INSTRUCTIONS FOR THE TASK - Whenever a line below includes the string "side", show it.

DATASET RECORDS -
╭──
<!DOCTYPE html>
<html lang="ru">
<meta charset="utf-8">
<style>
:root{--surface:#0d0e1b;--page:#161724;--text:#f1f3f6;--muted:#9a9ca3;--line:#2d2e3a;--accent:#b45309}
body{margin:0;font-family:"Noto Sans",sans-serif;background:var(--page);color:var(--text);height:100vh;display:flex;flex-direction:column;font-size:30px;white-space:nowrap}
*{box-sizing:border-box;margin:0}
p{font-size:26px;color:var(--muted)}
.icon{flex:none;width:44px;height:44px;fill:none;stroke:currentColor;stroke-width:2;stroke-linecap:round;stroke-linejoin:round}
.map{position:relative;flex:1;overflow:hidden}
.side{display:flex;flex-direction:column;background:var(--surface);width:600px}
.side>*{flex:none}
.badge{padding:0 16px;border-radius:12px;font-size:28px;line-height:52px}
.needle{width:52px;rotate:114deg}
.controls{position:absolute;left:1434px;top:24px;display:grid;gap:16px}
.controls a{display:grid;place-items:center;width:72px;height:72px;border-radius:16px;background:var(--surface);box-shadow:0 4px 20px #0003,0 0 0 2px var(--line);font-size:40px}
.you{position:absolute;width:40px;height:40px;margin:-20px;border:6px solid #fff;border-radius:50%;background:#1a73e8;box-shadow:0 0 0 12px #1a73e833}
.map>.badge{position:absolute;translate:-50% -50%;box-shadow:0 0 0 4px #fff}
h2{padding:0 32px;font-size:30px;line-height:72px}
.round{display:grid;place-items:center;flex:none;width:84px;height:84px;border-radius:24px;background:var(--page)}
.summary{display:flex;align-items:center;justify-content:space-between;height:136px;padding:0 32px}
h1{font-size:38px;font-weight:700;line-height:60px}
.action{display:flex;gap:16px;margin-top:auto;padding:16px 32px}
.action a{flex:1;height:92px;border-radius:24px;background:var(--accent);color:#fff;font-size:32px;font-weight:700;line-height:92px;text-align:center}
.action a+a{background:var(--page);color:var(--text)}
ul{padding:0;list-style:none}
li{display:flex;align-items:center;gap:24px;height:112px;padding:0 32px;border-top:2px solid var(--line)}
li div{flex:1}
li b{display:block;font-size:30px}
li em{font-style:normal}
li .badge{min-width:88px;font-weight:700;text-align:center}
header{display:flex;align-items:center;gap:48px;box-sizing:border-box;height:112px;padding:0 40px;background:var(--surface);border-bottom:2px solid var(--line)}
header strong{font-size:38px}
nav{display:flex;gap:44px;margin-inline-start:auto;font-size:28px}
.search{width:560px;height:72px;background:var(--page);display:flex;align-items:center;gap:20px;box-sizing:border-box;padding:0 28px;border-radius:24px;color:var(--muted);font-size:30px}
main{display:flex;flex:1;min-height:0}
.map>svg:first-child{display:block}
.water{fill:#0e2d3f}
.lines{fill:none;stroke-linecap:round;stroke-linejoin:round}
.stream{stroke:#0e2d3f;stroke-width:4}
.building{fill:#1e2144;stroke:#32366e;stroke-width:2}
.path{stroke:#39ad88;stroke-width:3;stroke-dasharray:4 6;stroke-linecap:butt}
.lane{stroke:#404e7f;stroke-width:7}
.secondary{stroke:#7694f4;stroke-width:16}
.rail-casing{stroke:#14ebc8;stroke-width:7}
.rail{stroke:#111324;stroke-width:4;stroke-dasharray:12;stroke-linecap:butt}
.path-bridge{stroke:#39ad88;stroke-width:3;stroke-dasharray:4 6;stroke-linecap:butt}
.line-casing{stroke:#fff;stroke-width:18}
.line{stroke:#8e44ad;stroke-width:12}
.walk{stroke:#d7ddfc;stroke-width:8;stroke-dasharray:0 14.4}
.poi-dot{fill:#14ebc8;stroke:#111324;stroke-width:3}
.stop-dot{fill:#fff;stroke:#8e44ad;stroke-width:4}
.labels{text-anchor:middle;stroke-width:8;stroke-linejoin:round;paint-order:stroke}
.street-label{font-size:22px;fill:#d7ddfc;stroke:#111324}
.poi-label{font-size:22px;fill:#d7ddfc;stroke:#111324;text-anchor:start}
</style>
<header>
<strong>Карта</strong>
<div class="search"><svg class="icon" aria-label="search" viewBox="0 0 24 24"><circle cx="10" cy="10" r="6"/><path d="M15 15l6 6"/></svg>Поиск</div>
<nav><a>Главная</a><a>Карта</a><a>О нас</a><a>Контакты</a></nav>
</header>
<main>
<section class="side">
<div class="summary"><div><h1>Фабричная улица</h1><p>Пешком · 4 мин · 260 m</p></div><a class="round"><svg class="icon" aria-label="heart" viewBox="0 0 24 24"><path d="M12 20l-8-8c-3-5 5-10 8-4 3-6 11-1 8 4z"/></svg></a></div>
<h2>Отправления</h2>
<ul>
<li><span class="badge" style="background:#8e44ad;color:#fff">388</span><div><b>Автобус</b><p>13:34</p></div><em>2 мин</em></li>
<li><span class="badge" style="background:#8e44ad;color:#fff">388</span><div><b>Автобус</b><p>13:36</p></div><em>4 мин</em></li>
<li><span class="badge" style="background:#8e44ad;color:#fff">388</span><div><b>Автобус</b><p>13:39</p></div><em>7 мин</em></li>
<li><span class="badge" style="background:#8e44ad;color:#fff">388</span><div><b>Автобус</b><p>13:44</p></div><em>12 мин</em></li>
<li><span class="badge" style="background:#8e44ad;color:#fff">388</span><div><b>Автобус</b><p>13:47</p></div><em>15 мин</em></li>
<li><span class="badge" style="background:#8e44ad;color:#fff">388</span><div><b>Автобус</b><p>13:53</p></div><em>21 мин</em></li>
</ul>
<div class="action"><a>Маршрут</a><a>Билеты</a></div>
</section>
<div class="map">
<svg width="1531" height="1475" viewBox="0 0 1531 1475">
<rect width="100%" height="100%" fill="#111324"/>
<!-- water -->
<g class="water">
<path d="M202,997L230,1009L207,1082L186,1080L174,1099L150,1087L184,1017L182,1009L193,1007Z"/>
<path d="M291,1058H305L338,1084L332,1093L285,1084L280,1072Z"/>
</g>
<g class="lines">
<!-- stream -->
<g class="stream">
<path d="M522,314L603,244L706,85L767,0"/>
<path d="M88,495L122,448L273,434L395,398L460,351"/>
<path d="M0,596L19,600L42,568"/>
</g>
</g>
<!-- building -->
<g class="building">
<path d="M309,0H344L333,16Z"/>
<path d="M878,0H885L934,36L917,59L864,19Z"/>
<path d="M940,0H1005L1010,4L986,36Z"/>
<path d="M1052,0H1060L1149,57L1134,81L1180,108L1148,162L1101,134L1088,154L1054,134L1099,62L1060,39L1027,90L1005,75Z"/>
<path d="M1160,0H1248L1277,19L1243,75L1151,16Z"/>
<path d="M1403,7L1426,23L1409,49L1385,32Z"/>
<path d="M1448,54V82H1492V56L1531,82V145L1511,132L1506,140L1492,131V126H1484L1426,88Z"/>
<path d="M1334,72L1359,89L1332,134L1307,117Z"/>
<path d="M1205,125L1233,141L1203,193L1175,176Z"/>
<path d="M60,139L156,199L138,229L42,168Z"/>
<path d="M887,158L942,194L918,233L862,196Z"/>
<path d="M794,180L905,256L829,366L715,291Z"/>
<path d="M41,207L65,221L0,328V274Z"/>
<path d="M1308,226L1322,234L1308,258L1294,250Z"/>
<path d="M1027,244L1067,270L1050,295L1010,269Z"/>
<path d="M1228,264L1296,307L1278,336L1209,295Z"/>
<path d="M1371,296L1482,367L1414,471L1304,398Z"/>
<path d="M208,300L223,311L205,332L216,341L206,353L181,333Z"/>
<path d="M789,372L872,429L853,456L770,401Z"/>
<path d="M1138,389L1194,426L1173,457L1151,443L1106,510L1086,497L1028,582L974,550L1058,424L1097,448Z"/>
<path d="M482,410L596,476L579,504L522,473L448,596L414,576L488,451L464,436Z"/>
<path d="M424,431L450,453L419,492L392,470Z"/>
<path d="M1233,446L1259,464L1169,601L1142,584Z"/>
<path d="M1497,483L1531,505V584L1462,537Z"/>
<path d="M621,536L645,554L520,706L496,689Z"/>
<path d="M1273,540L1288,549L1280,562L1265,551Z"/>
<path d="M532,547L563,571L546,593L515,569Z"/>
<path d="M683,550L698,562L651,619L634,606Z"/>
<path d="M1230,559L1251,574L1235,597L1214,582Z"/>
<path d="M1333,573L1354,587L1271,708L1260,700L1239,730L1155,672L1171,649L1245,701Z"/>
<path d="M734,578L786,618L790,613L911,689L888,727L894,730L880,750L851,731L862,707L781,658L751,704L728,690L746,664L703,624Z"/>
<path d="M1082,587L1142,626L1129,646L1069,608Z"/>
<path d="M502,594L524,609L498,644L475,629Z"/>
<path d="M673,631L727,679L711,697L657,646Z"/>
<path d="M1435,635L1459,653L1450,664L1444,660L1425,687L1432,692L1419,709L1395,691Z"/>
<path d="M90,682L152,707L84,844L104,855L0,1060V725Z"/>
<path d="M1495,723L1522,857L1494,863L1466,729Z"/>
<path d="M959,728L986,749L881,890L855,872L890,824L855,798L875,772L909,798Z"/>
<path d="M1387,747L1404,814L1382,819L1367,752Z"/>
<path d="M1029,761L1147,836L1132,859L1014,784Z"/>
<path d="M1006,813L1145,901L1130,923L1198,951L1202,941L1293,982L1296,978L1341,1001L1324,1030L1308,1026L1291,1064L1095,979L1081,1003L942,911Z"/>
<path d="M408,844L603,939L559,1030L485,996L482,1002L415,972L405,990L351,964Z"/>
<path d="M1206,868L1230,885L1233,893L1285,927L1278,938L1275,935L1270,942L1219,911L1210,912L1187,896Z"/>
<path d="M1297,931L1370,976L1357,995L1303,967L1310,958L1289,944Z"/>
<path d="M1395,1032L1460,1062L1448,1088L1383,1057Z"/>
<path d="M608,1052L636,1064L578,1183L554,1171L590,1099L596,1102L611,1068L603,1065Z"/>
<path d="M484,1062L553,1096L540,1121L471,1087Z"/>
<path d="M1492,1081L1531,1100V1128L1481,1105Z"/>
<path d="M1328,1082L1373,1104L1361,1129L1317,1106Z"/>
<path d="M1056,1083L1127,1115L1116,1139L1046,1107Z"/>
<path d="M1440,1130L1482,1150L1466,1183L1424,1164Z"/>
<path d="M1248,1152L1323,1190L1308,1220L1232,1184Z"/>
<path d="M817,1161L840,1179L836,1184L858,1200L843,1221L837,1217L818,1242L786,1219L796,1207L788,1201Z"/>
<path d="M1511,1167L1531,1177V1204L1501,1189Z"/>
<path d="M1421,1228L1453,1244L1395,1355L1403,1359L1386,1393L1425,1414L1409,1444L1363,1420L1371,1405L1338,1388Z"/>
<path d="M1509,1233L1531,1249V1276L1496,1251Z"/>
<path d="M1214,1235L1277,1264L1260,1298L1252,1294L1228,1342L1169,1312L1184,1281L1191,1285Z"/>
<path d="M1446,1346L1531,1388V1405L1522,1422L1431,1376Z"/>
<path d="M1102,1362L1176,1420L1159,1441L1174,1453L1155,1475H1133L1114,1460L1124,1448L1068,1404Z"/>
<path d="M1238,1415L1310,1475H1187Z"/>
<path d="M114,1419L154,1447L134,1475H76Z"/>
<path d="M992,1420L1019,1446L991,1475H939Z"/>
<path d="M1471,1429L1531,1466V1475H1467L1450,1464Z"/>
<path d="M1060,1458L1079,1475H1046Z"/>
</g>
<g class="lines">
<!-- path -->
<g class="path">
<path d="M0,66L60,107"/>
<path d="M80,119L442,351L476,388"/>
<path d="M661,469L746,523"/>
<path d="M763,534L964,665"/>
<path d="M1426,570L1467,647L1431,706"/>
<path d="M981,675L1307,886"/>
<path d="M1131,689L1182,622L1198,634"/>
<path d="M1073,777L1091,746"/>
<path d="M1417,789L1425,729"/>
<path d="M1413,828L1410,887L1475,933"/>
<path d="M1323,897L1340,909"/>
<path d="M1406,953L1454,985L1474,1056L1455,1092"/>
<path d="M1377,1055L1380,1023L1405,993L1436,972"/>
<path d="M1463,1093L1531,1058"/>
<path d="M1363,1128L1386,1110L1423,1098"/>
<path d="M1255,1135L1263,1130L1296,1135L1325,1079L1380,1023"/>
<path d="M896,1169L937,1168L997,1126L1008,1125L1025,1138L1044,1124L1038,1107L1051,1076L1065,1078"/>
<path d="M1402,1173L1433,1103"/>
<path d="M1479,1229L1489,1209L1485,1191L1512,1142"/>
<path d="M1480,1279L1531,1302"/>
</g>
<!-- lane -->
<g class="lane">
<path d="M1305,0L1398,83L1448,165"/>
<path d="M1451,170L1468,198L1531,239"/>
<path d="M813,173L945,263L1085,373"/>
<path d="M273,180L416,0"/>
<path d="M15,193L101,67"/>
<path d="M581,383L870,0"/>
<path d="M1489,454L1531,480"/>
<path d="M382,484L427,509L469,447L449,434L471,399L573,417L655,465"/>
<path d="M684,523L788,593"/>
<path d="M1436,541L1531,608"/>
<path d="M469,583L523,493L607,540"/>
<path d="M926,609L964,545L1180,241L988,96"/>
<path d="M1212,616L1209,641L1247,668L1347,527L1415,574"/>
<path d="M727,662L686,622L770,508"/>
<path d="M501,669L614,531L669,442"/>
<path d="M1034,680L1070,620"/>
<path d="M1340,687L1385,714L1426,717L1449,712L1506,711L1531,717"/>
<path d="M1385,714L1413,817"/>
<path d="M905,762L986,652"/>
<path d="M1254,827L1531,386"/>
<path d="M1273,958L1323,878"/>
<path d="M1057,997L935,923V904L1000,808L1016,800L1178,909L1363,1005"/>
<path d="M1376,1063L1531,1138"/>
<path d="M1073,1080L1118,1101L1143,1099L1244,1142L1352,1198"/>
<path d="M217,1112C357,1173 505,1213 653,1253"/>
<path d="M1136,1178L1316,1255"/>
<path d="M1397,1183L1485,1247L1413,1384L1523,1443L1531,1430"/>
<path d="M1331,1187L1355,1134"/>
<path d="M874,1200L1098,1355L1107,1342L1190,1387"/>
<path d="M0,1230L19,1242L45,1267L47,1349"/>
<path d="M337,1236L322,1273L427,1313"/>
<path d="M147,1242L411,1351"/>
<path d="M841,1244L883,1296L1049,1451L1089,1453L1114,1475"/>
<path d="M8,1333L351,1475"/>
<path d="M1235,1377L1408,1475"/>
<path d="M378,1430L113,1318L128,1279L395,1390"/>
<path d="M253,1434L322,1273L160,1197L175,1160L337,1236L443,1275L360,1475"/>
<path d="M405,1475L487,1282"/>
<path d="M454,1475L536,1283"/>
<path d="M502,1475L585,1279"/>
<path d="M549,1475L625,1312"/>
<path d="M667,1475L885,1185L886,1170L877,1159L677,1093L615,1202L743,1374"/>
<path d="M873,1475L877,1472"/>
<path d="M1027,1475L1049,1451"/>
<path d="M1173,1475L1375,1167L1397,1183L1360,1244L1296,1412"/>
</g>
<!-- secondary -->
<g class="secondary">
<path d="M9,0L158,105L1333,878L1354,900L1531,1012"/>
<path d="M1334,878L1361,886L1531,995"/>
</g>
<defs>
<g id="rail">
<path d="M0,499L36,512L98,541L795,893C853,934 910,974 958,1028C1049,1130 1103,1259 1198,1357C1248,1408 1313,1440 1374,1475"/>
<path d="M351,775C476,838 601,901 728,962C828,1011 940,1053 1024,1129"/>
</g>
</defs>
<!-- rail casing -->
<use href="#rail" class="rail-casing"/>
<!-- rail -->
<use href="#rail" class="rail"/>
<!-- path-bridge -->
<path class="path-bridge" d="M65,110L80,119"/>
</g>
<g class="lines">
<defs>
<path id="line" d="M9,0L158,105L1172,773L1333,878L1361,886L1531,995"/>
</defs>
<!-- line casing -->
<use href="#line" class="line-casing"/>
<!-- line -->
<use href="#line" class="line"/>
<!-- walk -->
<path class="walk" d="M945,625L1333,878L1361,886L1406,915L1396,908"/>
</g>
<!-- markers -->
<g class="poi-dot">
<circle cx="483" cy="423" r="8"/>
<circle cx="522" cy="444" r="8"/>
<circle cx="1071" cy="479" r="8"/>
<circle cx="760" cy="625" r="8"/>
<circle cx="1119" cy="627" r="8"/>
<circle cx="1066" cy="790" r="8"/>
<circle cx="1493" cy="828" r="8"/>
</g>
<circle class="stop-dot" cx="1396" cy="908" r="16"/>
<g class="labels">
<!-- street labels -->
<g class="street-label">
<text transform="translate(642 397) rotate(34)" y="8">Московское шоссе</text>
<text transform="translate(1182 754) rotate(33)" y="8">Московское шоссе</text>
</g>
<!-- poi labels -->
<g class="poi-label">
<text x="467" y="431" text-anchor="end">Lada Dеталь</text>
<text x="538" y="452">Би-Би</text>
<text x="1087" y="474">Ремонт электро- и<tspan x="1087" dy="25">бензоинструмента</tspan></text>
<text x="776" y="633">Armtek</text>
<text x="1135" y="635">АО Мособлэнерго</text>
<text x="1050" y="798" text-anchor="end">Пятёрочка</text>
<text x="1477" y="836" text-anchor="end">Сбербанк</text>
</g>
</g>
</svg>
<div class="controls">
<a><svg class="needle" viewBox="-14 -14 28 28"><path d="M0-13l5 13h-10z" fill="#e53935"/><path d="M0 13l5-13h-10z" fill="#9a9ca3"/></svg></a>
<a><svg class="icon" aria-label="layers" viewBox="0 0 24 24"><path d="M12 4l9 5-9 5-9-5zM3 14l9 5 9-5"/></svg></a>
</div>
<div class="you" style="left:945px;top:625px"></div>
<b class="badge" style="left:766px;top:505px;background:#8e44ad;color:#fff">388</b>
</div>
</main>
╰──
YOUR RESPONSE -
.side{display:flex;flex-direction:column;background:var(--surface);width:600px}
.side>*{flex:none}
<section class="side">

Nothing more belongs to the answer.